On Saturday, the Telegraph, where Vaughan is a columnist, reported he would be open to meeting Rafiq again. The pair had originally done so 18 months ago, before charges were brought by the ECB. On Monday, Rafiq said he was willing to do the same.
“The one thing I’ve always tried to do is try to get in a room and have conversations because we’re only going to get things better if humans start to have conversations with each other and get each other’s perspective,” Rafiq told the Press Association. “And from that point of view, I would always be open to that.
Rafiq also referenced the Independent Committee for Equity in Cricket report, which is expected to be published soon.
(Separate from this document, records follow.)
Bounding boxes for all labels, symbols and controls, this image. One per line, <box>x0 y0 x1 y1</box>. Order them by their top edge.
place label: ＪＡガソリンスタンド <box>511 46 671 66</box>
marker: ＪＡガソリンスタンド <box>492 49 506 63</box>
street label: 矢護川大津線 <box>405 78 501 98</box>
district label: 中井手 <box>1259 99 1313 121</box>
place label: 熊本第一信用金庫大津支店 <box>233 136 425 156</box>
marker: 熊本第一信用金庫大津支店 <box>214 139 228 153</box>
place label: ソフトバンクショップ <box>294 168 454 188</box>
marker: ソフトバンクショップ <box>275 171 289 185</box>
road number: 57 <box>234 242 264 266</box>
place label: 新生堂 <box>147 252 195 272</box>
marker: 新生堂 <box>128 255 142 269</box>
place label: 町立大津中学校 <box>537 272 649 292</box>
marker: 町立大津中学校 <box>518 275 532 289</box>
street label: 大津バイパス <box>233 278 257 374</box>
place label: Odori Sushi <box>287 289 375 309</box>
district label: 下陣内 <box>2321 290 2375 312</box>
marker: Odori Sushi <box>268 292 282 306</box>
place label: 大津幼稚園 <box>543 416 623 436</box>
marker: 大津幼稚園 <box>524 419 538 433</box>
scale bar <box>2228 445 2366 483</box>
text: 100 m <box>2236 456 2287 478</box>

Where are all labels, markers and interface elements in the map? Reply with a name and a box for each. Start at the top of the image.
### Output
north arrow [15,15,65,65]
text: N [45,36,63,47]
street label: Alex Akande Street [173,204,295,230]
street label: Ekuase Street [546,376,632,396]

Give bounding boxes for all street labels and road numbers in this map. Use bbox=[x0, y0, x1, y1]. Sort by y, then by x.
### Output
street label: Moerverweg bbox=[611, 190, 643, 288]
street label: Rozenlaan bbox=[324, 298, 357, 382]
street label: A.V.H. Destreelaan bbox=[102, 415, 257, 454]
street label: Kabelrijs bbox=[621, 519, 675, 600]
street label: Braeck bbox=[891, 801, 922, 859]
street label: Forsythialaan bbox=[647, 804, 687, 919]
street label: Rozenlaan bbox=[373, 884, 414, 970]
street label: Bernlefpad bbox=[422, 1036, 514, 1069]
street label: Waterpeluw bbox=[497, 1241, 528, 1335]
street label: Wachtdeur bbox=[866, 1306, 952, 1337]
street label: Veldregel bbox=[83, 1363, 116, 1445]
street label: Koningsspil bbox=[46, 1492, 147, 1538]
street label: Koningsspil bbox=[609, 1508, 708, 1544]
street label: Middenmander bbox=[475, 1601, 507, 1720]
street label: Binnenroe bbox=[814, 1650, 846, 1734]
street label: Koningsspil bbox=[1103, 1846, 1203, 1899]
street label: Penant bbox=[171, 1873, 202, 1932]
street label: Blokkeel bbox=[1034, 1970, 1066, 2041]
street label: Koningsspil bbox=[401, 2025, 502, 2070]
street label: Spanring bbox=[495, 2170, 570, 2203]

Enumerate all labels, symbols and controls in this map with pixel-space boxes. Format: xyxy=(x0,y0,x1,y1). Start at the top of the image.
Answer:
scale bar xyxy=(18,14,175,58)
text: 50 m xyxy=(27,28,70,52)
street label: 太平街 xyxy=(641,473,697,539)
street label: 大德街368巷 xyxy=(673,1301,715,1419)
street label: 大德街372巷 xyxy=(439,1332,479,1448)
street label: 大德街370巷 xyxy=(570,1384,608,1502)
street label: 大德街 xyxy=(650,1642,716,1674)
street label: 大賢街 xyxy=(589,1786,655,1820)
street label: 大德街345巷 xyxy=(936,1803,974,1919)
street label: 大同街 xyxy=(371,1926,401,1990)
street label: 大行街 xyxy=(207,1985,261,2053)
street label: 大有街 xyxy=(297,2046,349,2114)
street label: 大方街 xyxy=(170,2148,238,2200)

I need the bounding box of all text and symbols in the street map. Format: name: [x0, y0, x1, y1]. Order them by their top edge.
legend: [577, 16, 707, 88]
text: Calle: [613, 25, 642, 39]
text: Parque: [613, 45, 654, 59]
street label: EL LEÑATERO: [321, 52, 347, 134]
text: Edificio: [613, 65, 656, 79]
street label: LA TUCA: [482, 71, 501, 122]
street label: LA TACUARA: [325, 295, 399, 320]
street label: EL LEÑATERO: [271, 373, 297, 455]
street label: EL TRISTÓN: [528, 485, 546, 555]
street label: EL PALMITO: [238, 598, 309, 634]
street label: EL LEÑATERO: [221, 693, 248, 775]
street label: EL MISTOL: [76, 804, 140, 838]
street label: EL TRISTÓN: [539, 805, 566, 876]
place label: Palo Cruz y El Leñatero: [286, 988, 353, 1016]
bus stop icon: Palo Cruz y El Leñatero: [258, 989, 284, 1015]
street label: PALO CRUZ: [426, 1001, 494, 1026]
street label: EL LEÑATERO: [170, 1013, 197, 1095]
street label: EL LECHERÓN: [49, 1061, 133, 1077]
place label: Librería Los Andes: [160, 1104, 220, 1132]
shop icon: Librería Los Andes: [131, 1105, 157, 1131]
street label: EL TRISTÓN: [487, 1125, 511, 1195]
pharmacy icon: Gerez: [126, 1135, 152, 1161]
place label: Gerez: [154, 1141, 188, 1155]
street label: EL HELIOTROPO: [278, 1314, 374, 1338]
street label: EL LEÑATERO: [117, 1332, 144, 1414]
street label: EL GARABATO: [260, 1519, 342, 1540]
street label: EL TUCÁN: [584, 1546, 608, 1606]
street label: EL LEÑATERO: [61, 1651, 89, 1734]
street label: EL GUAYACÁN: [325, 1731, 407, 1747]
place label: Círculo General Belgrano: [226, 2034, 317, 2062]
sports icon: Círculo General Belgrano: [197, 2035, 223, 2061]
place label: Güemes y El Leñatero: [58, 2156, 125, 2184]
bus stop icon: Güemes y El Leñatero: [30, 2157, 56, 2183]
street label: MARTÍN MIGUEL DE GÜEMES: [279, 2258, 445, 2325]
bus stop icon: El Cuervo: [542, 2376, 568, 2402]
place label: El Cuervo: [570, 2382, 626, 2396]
“I feel the game has an opportunity through the CDC findings. but also through the ICEC report. The game’s got a very simple choice. It’s either going to confront its failings and really make a commitment and drive forwards together or it’s going to live in the level of denial that it has continued to for a long period of time and we’re going to end up with another Azeem Rafiq in 20 years’ time or probably not even that long.”
“I’m not in any position to be making those decisions. [But] If there’s a willingness [to meet] – absolutely.”
Rafiq also revealed he has been subject to an increase in abuse since the CDC’s findings were released. “The level of abuse since Friday has felt like the two-and-a-half years of it all put together in three days,” he said. “I’ve repeatedly been called the P-word, I’ve had a few tweets where I’ve been called ‘Rafa the K*****’.” Both terms featured prominently in the hearings.
“I reported one to Twitter and I got an email this morning saying it doesn’t violate the rules. We’re having the same conversations again and again and it’s just really sad.”
Rafiq plans to step back and take stock after a harrowing few years since he went public with his experiences in 2020. He said he hoped his example will not discourage other whistle-blowers from coming forward in the future.
“It’s been tough. The inside of me is broken to the absolute core. The level of trust that’s been broken inside me – I don’t know whether that will ever heal.
“The next bit of what I do is going to decide whether people will come forward and that’s why I’m very determined to make sure that what happens to me moving forward is positive. In terms of the abuse and the attacks, quite clearly it’s been a message to everyone else, ‘don’t come forward’.
“But my message to everyone else will be: ‘Stand up for what you believe in. Don’t be a bystander. Stand up for what you believe in and you’ll have way more support than I did’.”